#### Task goal
Pick out all lines in the listing holding the string "Жукоўскага" and copy them.

#### Provided data
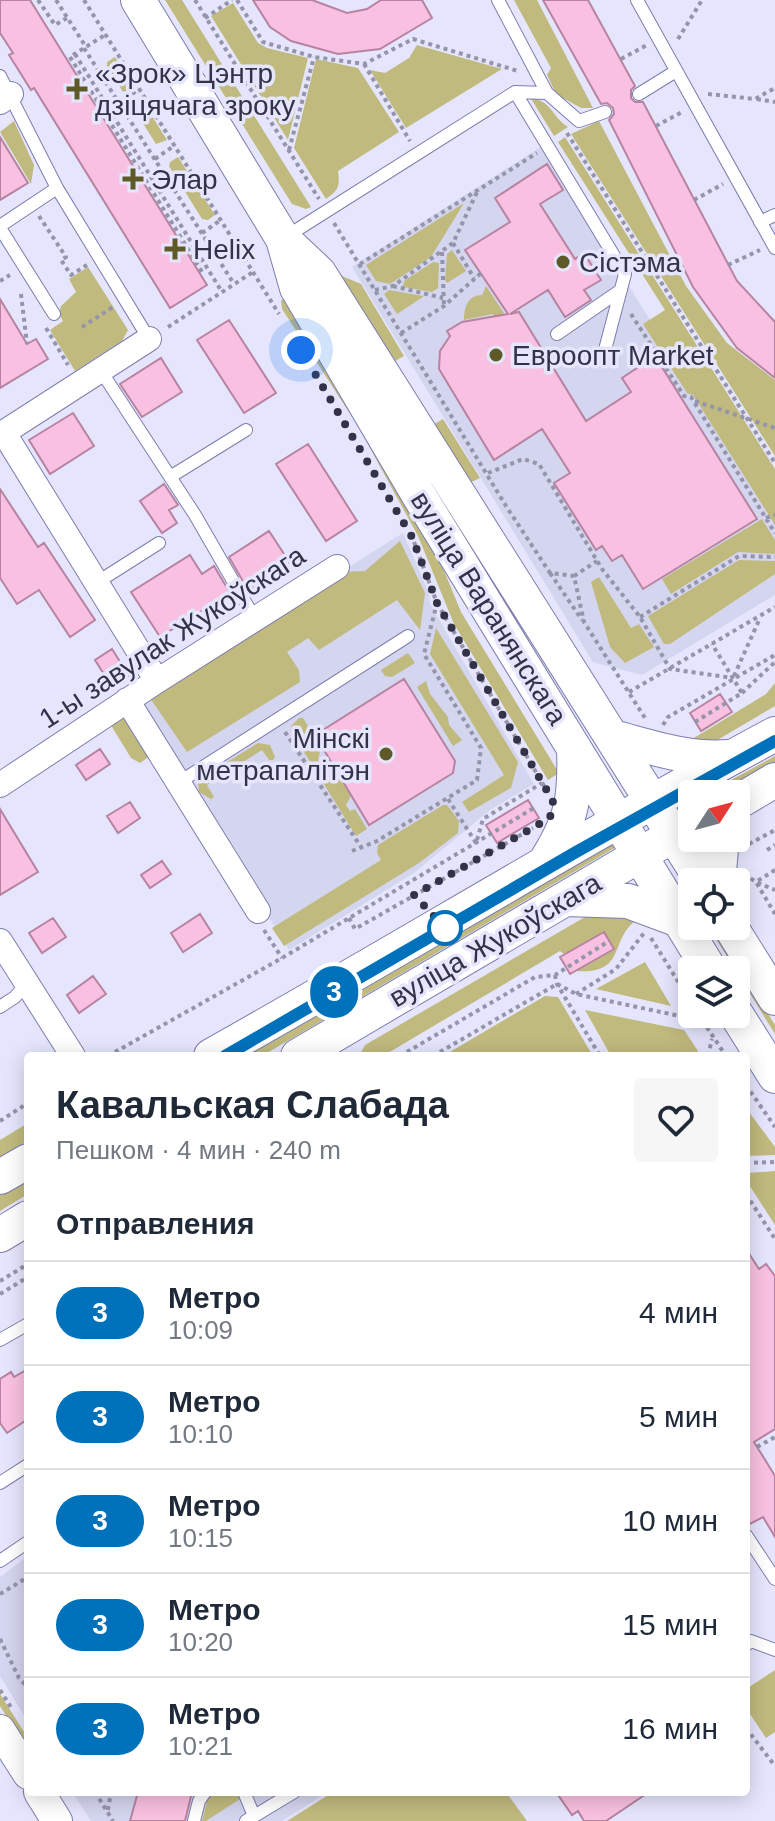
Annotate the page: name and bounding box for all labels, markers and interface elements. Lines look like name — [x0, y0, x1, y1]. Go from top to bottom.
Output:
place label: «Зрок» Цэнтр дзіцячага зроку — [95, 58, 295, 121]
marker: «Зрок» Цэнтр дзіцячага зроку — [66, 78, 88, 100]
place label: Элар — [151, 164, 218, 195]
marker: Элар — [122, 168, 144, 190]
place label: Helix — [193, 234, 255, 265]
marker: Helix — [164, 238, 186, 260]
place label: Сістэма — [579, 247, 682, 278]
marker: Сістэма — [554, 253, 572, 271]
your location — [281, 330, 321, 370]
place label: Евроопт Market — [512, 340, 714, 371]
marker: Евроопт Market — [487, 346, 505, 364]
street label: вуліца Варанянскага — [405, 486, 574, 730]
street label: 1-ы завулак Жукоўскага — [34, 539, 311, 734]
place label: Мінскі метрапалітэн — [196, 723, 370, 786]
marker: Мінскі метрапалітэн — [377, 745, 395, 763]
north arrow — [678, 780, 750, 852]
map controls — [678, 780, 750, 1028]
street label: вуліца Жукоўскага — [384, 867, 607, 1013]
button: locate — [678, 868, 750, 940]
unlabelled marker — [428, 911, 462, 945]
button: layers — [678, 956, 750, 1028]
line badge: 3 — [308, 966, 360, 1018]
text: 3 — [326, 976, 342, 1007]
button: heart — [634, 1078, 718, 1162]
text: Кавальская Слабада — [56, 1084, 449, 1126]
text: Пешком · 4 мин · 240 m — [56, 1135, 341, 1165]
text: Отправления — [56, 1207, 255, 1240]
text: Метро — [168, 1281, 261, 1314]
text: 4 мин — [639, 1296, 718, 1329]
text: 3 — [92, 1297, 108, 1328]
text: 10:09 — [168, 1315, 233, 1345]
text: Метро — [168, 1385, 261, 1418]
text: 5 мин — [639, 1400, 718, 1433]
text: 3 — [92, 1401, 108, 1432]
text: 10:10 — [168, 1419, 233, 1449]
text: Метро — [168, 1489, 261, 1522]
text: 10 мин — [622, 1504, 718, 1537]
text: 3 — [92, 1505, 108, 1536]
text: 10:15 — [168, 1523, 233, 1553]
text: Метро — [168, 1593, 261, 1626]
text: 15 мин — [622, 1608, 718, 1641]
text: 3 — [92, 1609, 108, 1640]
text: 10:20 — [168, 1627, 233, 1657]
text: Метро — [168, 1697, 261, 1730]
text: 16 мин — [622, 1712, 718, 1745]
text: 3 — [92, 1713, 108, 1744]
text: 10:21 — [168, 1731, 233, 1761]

#### Response for this exercise
street label: 1-ы завулак Жукоўскага — [34, 539, 311, 734]
street label: вуліца Жукоўскага — [384, 867, 607, 1013]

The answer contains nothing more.